> Exercise data
= Beginning of Section =

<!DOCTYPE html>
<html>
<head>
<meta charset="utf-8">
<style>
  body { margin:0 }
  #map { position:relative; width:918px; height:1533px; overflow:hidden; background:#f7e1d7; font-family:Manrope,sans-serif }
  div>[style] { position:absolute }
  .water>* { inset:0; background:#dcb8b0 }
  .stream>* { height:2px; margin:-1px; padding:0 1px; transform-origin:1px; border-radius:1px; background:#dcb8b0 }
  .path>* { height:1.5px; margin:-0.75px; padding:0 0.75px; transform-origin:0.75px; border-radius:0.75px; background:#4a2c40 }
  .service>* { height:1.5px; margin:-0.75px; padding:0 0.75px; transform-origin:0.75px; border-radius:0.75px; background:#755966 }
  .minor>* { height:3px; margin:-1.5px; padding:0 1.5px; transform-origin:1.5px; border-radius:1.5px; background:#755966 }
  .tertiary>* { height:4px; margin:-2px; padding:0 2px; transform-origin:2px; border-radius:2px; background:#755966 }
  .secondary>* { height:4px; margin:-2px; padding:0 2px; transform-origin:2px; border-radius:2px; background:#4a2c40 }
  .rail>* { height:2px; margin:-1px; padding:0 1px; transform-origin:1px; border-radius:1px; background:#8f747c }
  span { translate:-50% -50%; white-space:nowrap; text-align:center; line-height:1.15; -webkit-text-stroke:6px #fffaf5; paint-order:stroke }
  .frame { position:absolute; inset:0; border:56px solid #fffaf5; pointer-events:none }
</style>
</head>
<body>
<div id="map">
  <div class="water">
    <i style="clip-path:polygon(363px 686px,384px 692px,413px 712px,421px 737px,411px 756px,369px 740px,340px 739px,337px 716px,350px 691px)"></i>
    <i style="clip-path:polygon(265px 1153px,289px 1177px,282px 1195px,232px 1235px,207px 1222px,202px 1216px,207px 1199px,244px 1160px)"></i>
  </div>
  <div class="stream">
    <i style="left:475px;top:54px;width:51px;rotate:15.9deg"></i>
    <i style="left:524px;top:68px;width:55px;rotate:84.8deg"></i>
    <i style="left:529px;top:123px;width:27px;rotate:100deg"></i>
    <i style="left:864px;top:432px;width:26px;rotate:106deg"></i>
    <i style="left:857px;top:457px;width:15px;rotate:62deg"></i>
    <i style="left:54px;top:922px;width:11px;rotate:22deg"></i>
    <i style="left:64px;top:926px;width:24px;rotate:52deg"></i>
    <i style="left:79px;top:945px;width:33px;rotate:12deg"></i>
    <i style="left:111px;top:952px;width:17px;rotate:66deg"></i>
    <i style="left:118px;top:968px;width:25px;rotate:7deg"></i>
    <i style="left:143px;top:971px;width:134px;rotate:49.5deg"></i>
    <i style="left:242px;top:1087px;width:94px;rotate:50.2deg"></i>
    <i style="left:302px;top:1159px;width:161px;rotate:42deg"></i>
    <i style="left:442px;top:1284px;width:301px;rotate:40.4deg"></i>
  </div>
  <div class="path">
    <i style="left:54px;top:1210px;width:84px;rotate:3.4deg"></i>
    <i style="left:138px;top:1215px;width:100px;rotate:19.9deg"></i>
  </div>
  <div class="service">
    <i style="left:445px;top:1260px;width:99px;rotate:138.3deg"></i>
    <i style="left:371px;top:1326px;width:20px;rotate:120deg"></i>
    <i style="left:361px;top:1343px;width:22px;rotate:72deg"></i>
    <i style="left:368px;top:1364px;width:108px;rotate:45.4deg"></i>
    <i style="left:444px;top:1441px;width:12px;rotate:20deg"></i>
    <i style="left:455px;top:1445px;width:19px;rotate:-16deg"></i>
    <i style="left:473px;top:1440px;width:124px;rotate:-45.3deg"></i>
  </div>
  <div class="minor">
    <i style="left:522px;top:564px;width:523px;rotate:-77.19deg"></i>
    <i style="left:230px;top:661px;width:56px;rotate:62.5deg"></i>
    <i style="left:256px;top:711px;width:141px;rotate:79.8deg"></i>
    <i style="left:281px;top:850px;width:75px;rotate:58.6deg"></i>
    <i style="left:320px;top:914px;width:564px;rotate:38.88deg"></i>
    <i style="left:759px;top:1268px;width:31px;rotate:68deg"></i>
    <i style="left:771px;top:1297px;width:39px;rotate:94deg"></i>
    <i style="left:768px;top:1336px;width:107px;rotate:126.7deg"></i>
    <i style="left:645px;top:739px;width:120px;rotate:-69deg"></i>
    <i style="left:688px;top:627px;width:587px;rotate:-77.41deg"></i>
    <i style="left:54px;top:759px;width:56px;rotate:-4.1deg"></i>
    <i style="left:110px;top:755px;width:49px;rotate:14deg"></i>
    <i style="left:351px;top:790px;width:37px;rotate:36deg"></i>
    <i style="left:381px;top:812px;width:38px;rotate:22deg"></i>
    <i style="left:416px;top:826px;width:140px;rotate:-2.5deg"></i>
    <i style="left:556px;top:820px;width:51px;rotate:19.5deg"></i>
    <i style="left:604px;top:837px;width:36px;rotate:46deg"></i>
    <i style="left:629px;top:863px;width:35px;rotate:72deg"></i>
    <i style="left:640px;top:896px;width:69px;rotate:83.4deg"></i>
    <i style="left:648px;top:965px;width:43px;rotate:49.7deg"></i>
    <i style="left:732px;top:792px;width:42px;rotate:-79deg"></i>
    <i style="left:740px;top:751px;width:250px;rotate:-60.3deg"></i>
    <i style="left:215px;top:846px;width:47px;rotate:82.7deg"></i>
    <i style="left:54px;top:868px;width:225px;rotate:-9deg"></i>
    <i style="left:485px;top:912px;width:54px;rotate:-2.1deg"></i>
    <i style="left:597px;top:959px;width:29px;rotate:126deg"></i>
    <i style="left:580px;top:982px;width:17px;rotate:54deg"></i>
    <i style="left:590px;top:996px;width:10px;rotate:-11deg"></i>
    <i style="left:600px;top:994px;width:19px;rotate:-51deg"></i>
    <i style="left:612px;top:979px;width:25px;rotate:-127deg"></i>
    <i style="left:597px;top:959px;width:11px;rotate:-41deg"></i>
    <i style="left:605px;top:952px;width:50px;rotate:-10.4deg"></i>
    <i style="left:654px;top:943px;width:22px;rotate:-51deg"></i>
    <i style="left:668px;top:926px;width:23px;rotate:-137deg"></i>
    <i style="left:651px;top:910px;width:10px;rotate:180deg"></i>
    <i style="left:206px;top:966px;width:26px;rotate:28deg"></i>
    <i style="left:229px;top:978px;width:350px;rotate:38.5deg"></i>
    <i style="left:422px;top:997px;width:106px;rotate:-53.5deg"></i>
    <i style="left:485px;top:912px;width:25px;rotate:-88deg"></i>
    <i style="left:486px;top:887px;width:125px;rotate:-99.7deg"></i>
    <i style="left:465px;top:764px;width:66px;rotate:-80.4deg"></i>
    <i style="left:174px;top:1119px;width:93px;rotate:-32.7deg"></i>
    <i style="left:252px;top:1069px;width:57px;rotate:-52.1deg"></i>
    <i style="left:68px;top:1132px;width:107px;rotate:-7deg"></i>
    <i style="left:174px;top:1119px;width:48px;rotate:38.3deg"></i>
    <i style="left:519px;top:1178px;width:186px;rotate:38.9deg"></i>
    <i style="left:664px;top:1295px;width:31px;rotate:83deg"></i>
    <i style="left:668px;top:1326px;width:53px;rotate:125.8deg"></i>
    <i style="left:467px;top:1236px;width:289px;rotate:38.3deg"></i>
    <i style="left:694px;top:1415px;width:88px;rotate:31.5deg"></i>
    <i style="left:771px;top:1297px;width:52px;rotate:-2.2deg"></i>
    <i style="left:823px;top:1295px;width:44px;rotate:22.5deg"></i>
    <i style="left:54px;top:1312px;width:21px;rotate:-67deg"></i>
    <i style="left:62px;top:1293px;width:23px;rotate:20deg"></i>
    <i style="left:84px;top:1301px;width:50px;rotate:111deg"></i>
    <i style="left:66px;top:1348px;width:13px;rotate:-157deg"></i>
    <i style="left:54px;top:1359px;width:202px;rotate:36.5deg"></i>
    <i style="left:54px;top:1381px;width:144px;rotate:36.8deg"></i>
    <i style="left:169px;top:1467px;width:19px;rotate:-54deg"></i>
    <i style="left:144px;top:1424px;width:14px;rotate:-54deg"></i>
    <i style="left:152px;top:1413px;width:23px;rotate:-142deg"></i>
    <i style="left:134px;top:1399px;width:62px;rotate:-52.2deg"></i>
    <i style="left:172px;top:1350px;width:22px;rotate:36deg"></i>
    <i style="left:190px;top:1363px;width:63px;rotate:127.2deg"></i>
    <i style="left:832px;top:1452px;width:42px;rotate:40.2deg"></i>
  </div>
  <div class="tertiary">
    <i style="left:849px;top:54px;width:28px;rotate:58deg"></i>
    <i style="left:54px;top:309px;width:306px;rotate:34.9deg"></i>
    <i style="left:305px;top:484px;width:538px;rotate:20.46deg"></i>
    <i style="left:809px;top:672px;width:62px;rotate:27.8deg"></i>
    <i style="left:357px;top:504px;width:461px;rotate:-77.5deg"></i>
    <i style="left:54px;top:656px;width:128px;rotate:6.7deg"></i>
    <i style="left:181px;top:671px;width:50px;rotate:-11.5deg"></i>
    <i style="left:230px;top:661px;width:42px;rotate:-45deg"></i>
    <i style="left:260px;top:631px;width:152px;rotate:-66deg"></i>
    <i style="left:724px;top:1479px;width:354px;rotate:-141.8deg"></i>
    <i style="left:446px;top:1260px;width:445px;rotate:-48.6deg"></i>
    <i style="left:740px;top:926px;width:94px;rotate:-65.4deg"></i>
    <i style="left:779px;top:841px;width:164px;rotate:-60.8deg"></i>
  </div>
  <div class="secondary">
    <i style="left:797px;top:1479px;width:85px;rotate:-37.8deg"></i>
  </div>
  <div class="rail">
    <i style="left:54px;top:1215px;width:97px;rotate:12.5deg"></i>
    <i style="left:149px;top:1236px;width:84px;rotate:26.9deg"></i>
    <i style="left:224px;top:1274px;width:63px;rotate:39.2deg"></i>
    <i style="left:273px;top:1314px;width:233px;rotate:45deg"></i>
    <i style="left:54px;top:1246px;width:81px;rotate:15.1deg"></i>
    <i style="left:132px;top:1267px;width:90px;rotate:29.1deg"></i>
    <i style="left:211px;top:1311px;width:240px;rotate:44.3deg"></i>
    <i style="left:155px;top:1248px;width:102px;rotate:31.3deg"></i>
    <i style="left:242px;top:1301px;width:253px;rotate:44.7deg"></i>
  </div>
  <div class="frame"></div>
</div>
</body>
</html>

= End of Section =

> What the exercise asks
In the entries above, some lines hold the string "stream". Copy each of them.

> Answer to this task
  .stream>* { height:2px; margin:-1px; padding:0 1px; transform-origin:1px; border-radius:1px; background:#dcb8b0 }
  <div class="stream">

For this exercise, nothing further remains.